Expresarse libremente es un atributo (valiosísimo) de la democracia. Cuando se pierde la oportunidad de hacerlo es cuando más se valora, por lo que resulta significativo destacar que, después de un mes de bamboleos y difícil coordinación, la Convención siga sobresaliendo más por lo que no ha logrado que por lo que realmente importa: su contenido.

Gracias a las voces de algunos analistas y líderes de opinión (obviamente más optimistas que yo) se ha alzado una especie de lugar común para referirse a la Convención, a través de la expresión “la debemos cuidar entre todos”. No entiendo muy bien a qué apunta una frase tan amplia y mucho menos cómo lo lograremos (entre todos); más me suena a ingenuidad disfrazada de paternalismo, pero del tipo empalagoso, como aquellos padres que sobreprotegen a sus hijos, sin darse cuenta que, de tanto mimarlos, éstos se volverán caprichosos, irrespetuosos de las reglas y poco predecibles. Si hubiese alguna señal que diese a entender que la “remodelación está en marcha”, tal como señaló un columnista (reitero, más optimista que yo) en El Mercurio, el enunciado estaría perfecto. Sin embargo, se hace difícil “cuidar algo” que no se cuida a sí misma, ya que es cada vez más evidente que varios de sus miembros no se encuentran remodelando, sino más bien aprovechando su plataforma y exposición para proyectarse políticamente, obstaculizando la principal razón de porqué existe la Convención; por lo que, “entre todos” habría que comenzar por traspasar el mensaje (comenzando por los mismos analistas y líderes de opinión preocupados de cuidarla) de que un convencional que demuestra mayor inquietud por su futuro que la del país deslegitima no sólo al proceso, sino también su credibilidad. Es lo mínimo, el “desde”, para enrielar a quienes dicen que redactarán normas de la más alta jerarquía para los próximos 30 ó 40 años (sí, eso dicen…).

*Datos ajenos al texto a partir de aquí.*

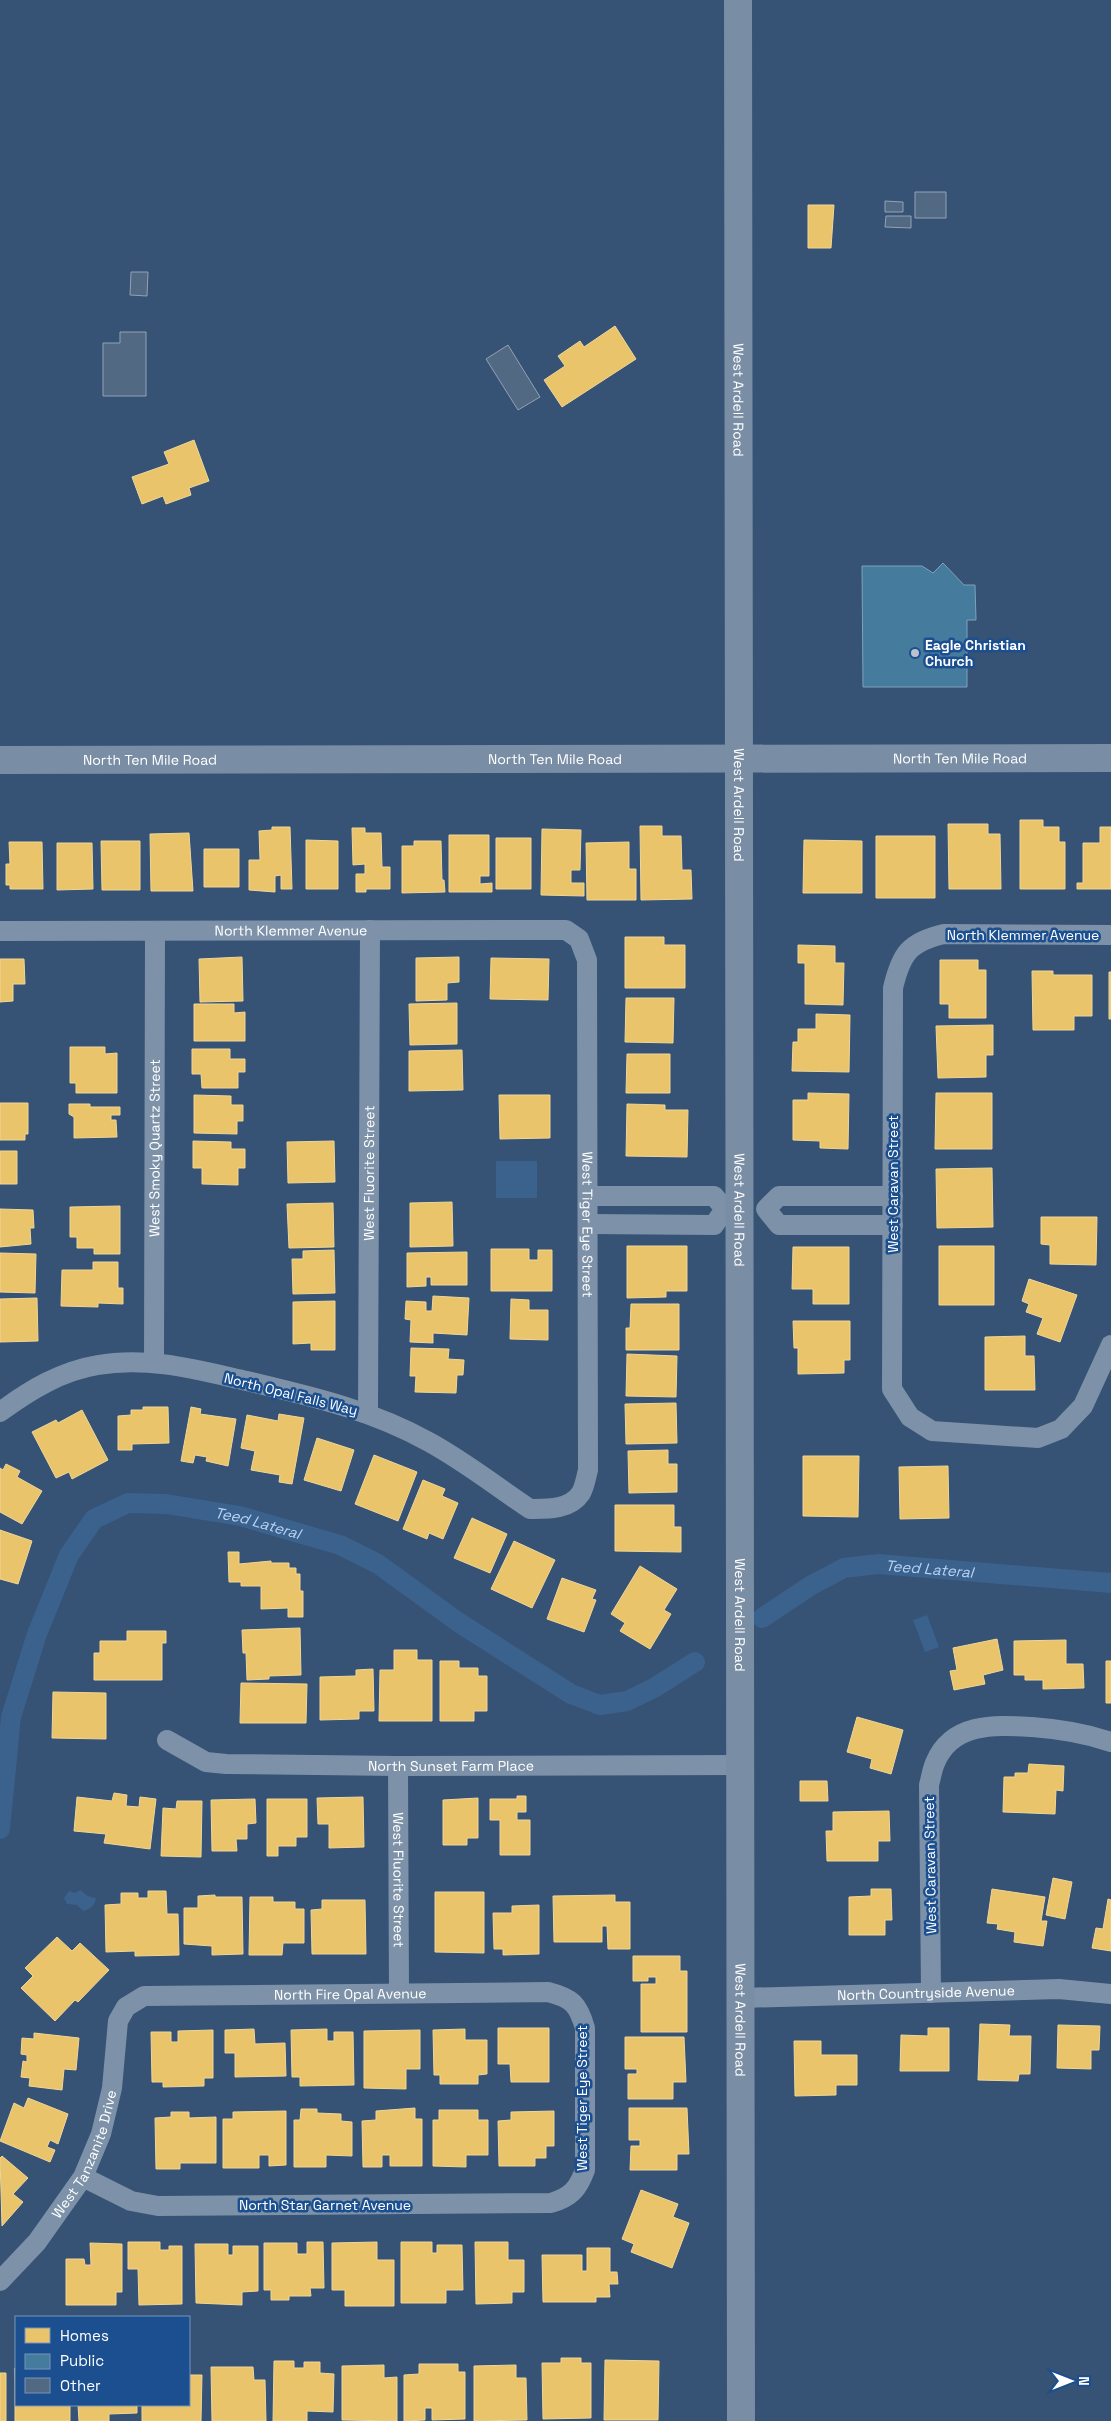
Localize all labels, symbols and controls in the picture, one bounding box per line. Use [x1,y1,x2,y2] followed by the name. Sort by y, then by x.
[729,343,748,457] street label: West Ardell Road
[925,636,1026,670] place label: Eagle Christian Church
[909,647,921,659] marker: Eagle Christian Church
[730,748,748,862] street label: West Ardell Road
[893,749,1027,767] street label: North Ten Mile Road
[488,750,622,768] street label: North Ten Mile Road
[83,751,217,769] street label: North Ten Mile Road
[215,921,367,940] street label: North Klemmer Avenue
[947,926,1099,944] street label: North Klemmer Avenue
[145,1059,164,1237] street label: West Smoky Quartz Street
[360,1105,378,1241] street label: West Fluorite Street
[884,1115,902,1253] street label: West Caravan Street
[578,1152,597,1298] street label: West Tiger Eye Street
[730,1153,749,1267] street label: West Ardell Road
[222,1369,360,1419] street label: North Opal Falls Way
[214,1503,305,1543] water label: Teed Lateral
[885,1555,976,1581] water label: Teed Lateral
[731,1558,749,1672] street label: West Ardell Road
[368,1757,534,1775] street label: North Sunset Farm Place
[920,1796,940,1934] street label: West Caravan Street
[389,1812,408,1948] street label: West Fluorite Street
[731,1963,750,2077] street label: West Ardell Road
[837,1981,1015,2004] street label: North Countryside Avenue
[274,1984,427,2004] street label: North Fire Opal Avenue
[573,2025,591,2171] street label: West Tiger Eye Street
[48,2088,120,2222] street label: West Tanzanite Drive
[239,2196,411,2214] street label: North Star Garnet Avenue
[15,2316,190,2406] legend
[60,2326,109,2345] text: Homes
[60,2351,104,2370] text: Public
[1046,2356,1096,2406] north arrow
[60,2376,101,2395] text: Other
[1075,2376,1093,2386] text: N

Otro elemento que ayudaría a cuidarla es lo que expongo al comienzo: que nos preocupemos todos de cómo se utiliza el lenguaje, que sí, “crea realidades” (atención: las realidades no sólo se construyen con palabras) y también estructura el pensamiento en un largo plazo. Esto último es donde radica su esencia y poder de transformación. Es así, entonces, que dentro de la Convención para quienes están poco acostumbrados a interactuar con el vocabulario “inclusivo” de sus “compañeres” (como la mayoría del país) esto les ha implicado un doble desafío que, por una parte, me imagino les exige mayor esfuerzo pulmonar para insuflar mayor oxígeno cada vez que se dirigen al pleno y, por otro, el tener que aprender a decodificar una forma de comunicar muy distinta que, además, encierra una complejidad simbólica y subjetiva importante. Entender su engranaje con disciplinas como la filología puede resultar árido, pero una nueva constitución no es cualquier texto, por lo que ningún grupo específico puede arrogarse el derecho exclusivo de manipular o complejizar el lenguaje en beneficio propio.

Por último, no hay que confundir el cuidado de la Convención con la permisividad o la justificación hacia ciertos grupos, como lo harían esos padres complacientes que no miden las consecuencias hasta que es demasiado tarde. Como ciudadanos, así como debemos cuidar entre todos el proceso con respeto y comprensión, también debemos exigirle a nuestros convencionales que se adecúen a las circunstancias y nos demuestren que no necesitan ser mimados para valorar su importante labor.